Doch trotz aller Vor­sichts­maß­nahmen bekamen Fürsten und Kir­chen­herren Wind davon, was sich unter ihrer Herr­schaft zusammen braute. Im Herbst 1513, kurz bevor der Bund­schuh los­schlagen wollte, setzte eine Welle von Fest­nahmen ein. Wessen sie Kriegs­knechte der Obrigkeit habhaft werden konnten, wurde gefoltert, gevier­teilt oder ent­hauptet. Allein Joß Fritz und einigen engeren Anführern gelang es des Häschern zu entkommen.

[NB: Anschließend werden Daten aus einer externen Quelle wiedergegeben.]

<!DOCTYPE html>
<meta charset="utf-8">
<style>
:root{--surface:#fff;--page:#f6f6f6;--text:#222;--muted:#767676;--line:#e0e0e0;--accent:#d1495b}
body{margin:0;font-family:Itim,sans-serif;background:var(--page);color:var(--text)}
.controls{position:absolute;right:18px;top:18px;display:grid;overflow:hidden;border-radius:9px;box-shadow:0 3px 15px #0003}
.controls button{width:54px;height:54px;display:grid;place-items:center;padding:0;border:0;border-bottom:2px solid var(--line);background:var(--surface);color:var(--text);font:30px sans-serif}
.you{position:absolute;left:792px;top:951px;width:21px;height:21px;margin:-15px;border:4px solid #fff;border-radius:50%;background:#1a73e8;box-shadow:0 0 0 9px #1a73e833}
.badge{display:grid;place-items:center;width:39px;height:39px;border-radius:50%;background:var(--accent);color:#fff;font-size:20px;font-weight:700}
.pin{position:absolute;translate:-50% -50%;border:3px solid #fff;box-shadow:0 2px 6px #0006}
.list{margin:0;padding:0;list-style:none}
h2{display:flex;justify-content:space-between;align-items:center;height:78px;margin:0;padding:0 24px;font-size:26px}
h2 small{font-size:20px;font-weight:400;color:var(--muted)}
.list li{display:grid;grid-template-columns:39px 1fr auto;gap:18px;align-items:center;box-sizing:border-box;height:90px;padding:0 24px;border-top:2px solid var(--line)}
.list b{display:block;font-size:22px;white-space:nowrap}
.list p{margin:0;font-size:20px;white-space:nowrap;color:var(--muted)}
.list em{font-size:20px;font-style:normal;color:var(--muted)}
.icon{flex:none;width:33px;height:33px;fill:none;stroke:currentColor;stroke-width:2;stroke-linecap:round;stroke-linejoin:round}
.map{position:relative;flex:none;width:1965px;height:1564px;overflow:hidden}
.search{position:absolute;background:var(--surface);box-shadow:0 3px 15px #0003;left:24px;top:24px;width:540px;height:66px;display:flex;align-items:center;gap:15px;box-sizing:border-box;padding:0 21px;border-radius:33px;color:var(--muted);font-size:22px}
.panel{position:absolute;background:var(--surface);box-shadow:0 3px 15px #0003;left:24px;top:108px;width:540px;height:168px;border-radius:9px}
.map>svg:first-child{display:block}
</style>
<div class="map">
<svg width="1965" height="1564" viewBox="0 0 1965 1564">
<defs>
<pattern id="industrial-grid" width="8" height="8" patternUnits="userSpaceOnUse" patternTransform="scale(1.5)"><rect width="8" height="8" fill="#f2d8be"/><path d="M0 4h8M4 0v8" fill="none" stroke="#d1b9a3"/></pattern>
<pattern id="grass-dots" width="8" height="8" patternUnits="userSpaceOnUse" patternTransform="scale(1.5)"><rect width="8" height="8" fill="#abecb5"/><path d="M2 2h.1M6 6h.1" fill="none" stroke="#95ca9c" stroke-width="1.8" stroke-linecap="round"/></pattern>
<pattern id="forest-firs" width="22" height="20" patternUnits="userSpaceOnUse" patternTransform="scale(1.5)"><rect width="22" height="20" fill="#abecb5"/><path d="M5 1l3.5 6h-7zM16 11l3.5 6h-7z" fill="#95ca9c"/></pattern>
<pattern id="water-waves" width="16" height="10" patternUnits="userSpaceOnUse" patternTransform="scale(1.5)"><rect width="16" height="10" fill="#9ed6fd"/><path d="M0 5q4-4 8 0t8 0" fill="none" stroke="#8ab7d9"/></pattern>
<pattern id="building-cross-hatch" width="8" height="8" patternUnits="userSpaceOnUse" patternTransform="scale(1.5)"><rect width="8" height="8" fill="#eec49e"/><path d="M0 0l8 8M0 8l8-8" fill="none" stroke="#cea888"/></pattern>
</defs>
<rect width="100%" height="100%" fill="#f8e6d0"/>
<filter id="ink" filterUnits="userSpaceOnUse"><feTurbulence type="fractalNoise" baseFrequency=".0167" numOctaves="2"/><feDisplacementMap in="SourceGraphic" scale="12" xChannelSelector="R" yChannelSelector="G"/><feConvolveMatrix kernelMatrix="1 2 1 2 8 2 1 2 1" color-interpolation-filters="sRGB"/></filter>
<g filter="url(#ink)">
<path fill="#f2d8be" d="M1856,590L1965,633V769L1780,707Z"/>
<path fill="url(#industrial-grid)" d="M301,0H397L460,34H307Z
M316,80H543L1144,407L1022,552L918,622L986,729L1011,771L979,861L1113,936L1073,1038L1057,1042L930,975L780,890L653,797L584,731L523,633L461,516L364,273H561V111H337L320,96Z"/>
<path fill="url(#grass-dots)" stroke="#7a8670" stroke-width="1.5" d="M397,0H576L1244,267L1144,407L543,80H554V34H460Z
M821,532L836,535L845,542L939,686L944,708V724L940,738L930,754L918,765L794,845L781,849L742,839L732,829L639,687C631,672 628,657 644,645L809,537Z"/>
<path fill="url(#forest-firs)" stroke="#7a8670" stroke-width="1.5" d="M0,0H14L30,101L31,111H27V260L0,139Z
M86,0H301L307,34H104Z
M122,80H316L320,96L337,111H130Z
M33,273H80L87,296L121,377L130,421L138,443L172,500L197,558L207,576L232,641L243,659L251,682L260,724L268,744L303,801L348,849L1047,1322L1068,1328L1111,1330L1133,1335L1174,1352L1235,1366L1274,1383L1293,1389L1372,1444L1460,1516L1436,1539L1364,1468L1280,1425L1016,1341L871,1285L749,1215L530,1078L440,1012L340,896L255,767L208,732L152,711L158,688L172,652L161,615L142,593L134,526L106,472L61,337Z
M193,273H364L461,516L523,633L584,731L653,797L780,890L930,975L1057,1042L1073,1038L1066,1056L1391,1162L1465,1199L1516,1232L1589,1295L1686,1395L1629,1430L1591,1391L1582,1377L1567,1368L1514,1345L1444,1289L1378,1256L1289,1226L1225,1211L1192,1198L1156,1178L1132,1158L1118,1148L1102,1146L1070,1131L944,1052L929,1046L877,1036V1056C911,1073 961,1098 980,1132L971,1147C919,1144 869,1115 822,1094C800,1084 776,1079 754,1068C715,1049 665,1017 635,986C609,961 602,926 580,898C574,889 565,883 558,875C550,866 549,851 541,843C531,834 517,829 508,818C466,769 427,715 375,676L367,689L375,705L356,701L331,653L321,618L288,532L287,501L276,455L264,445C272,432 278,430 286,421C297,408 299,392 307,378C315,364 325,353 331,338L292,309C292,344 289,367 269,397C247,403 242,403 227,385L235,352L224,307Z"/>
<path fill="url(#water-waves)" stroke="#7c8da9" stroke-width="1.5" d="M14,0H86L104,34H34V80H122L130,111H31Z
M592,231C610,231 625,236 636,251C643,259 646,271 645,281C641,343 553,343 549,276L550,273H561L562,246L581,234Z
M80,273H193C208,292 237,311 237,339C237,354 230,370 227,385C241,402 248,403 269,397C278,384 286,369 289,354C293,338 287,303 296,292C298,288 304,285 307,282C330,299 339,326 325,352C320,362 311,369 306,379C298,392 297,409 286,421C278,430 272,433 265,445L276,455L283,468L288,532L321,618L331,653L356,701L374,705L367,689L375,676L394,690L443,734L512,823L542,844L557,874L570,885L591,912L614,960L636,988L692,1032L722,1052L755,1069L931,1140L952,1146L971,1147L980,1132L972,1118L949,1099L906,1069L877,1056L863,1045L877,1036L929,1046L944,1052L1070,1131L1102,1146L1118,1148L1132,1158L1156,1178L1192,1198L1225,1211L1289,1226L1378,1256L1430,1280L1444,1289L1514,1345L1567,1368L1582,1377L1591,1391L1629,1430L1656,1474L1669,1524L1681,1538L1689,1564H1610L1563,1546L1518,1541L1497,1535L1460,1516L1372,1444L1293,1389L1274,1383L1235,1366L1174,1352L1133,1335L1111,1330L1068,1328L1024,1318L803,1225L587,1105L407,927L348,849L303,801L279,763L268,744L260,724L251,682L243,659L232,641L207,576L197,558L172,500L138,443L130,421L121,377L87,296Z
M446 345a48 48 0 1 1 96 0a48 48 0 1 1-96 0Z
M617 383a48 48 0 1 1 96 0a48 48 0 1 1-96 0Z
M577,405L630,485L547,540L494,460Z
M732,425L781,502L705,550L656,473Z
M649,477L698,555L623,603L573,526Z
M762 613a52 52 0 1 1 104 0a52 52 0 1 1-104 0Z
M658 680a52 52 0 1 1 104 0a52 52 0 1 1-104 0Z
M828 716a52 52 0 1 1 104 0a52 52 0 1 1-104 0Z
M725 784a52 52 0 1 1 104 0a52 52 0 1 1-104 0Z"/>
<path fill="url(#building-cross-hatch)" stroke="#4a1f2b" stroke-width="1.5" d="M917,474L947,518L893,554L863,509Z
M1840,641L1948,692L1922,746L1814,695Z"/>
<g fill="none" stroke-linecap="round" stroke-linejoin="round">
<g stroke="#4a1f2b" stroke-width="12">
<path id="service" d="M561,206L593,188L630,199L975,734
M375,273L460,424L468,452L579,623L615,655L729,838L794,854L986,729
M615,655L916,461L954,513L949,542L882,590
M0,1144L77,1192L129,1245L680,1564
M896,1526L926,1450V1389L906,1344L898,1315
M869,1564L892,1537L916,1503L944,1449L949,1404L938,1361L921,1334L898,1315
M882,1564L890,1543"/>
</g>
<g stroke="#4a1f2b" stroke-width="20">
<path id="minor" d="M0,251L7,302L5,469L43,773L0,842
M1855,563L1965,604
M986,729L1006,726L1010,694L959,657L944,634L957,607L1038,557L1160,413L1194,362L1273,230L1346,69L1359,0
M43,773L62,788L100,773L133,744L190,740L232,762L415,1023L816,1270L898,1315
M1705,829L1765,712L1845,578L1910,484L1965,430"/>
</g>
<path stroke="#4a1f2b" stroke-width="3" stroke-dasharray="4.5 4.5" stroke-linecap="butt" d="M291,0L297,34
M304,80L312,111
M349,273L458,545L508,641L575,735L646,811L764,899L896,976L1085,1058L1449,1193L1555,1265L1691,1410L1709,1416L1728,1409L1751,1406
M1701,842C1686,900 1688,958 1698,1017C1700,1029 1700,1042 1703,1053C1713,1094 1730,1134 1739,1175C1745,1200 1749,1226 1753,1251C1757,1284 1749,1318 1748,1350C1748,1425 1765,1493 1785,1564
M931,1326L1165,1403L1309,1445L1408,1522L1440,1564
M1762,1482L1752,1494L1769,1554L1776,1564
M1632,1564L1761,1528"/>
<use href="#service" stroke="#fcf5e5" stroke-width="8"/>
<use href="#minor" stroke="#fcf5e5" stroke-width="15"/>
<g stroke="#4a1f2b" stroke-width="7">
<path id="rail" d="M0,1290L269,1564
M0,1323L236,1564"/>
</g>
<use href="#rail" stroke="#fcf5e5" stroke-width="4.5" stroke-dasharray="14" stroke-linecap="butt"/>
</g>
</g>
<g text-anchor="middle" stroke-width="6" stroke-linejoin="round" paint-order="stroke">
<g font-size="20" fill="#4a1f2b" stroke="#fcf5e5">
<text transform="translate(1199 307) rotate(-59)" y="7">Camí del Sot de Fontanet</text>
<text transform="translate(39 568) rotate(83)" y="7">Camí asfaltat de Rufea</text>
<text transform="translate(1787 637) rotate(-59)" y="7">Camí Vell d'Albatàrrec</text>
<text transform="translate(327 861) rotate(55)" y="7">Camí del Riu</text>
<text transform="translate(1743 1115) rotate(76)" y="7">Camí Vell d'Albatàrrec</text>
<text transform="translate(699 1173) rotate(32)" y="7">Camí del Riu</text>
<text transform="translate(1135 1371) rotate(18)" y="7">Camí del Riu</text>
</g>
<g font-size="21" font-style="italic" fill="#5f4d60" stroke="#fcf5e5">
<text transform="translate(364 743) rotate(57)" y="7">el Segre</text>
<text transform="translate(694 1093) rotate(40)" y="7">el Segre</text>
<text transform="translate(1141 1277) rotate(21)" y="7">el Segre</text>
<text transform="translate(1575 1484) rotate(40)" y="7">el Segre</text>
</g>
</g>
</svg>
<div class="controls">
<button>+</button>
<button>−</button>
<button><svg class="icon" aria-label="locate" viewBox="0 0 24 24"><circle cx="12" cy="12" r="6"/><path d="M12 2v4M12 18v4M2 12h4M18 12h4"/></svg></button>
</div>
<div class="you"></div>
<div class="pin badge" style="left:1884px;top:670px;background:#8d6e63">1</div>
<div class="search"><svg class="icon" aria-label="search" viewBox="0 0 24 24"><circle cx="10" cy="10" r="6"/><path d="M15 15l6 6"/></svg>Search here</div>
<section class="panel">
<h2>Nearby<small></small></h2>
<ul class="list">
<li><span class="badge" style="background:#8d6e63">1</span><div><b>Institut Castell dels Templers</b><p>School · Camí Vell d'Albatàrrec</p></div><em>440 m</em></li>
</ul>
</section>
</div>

Im Jahr 1515 ver­ur­sachten außer­ge­wöhn­liche Regen­fälle Mißernten am Ober­rhein. Im Frühling 1517 brachte ver­spä­teter Frost erneut heftige Ein­bußen für Bauern und Winzer, so daß sie ihren Angaben an Kirche Adel nur um den Preis eigener Not nach­kommen konnten. Fritz nutzte die um sich grei­fende Unzu­frie­denheit, um ein letztes Mal mit dem Bund­schuh Bess­serung zu ver­suchen. Den ganzen Sommer über scharte er alte Mit­streiter um sich und warb neue Anhänger.
Doch wie­derum wurden die Auf­stän­di­schen ver­raten. Ein neue Welle von Ver­fol­gungen setzte ein. Die Bewegung wurde abermals in Blut erstickt. Fritz entkam. Ein letztes Lebens­zeichen von ihm wurde 1525 bekannt. Ungewiß blieb, was aus am Ende aus ihm geworden ist. Doch Dank Dürer flat­terte die Fahne des Bund­schuh weiter durch die Jahr­hun­derte und kündete der Nachwelt vom unbeug­samen Willen der Unter­drückten gegen Willkür und unbillige Macht auf zu begehren.